Figure 1. — Uniform 2′-MOE ASOs alter mRNA processing and promote target reduction. (A) RNA and protein analysis from HeLa cells transfected with uniform 2′-MOE ASOs (UNI6a and UNI6b) or 2′-MOE gapmer ASO (GAP24) targeting *STAT3* for 24 h. Schematic depicts uniform 2′-MOE ASOs screened across *STAT3* exon 6 and the surrounding splice junctions. The most active ASOs selected for further studies are shown in black. Pre-mRNA splicing was analyzed by RT-PCR using primers in exon 3 and exon 9 and visualized by separation on an ethidium bromide stained polyacrylamide gel. Bands were confirmed by sequencing. RNA and protein expression were measured by qRT-PCR with a Taqman primer and probe set located in exon 3 and by western blot, respectively. (B) *Sod1* expression from bEnd.3 cells transfected with uniform 2′-MOE ASOs (UNI2 and UNI3) and 2′-MOE gapmer ASO (GAP1) targeting *Sod1* for 24 h. Pre-mRNA splicing was analyzed by RT-PCR using primers in exon 1 and exon 4. RNA and protein expression was measured by qRT-PCR with a Taqman primer and probe set located in exon 1 and by western blot, respectively. Bar graph is mean ± SD (n = 3).

Unlike the targeting of constitutive exons in STAT3 and Sod1 mRNA, we also evaluated ASOs designed to promote skipping of an alternative exon in human HNRNPH1 that contains exonic ultraconserved elements associated with alternative splicing-NMD (19). HeLa cells treated with uniform 2′-MOE ASOs targeting HNRNPH1 alternative exon 4 (UNI4a and UNI4b) showed decreased expression of full-length HNRNPH1 and increased exon 4 skipping thereby enhancing the amount of PTC-containing mRNA present in the cell (Supplementary Figure S2A).

We determined if uniform 2′-MOE ASO treatment resulted in STAT3, Sod1 and HNRNPH1 mRNA reduction by real-time RT-PCR (qRT-PCR).
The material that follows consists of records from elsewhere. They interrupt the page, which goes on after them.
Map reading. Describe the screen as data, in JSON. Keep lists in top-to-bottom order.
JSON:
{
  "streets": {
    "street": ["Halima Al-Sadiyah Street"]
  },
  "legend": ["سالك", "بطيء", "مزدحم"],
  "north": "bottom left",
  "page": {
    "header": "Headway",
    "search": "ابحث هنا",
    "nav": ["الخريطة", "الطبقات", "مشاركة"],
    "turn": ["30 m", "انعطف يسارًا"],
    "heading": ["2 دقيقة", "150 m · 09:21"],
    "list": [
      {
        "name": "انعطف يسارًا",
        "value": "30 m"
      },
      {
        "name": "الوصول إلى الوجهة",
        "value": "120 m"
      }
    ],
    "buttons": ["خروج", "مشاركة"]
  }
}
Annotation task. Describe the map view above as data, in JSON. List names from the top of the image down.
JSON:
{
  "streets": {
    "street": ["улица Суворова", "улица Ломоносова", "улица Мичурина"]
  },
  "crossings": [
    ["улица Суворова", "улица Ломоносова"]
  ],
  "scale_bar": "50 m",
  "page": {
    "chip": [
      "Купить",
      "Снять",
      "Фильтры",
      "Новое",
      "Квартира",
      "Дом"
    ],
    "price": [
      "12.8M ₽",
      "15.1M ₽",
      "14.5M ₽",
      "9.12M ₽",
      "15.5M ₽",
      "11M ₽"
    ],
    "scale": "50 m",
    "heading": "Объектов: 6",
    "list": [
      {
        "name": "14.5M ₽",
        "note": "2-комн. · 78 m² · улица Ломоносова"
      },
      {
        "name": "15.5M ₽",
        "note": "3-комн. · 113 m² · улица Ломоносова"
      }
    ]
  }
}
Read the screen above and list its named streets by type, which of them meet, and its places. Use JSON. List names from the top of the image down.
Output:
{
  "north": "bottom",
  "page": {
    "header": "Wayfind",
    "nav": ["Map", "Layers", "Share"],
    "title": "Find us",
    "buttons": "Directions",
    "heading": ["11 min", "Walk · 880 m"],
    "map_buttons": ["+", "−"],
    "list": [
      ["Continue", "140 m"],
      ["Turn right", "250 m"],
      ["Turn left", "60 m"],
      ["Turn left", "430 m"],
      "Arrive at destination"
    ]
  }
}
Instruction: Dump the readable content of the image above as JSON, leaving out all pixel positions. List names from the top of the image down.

Similar to RNase H-dependent 2′-MOE gapmer ASOs, treatment with uniform 2′-MOE ASOs resulted in robust, dose-dependent RNA knockdown with maximum reductions of 70–85% compared to untransfected control cells. Correspondingly, dose-dependent reductions in protein levels were also observed (Figure 1, Supplementary Figure S2A). Decreased target RNA expression was observed 8 h post-transfection of ASO, with maximum reduction at 24 h and effects lasting 72 h (Supplementary Figure S3).

To determine if additional ASO chemical modifications supported RNA reduction, we designed sequence-matched ASOs to the active uniform 2′-MOE ASO binding sites and tested their ability to decrease the target mRNA. ASOs of multiple chemistries including uniform 2′-O-methyl, 2′,4′-constrained ethyl mixmers, and uniform 2′-MOE gapmers resulted in mRNA reduction (Supplementary Figure S4). Uniform 2′-O-methyl ASOs were consistently the least effective, and in general the 2′,4′-constrained ethyl mixmers yielded mRNA reductions similar to uniform 2′-MOE ASOs. Sequence-matched uniform 2′-MOE and 2′-MOE gapmer ASOs targeting two different sites on STAT3 were nearly equipotent (IC₅₀ values of 2′-MOE gapmer ASOs were 1.1–1.2 times higher). For Sod1 and HNRNPH1, the 2′-MOE gapmers had IC₅₀ values 1.5–23 times higher than sequence-matched uniform 2′-MOE ASOs (Supplementary Figure S4).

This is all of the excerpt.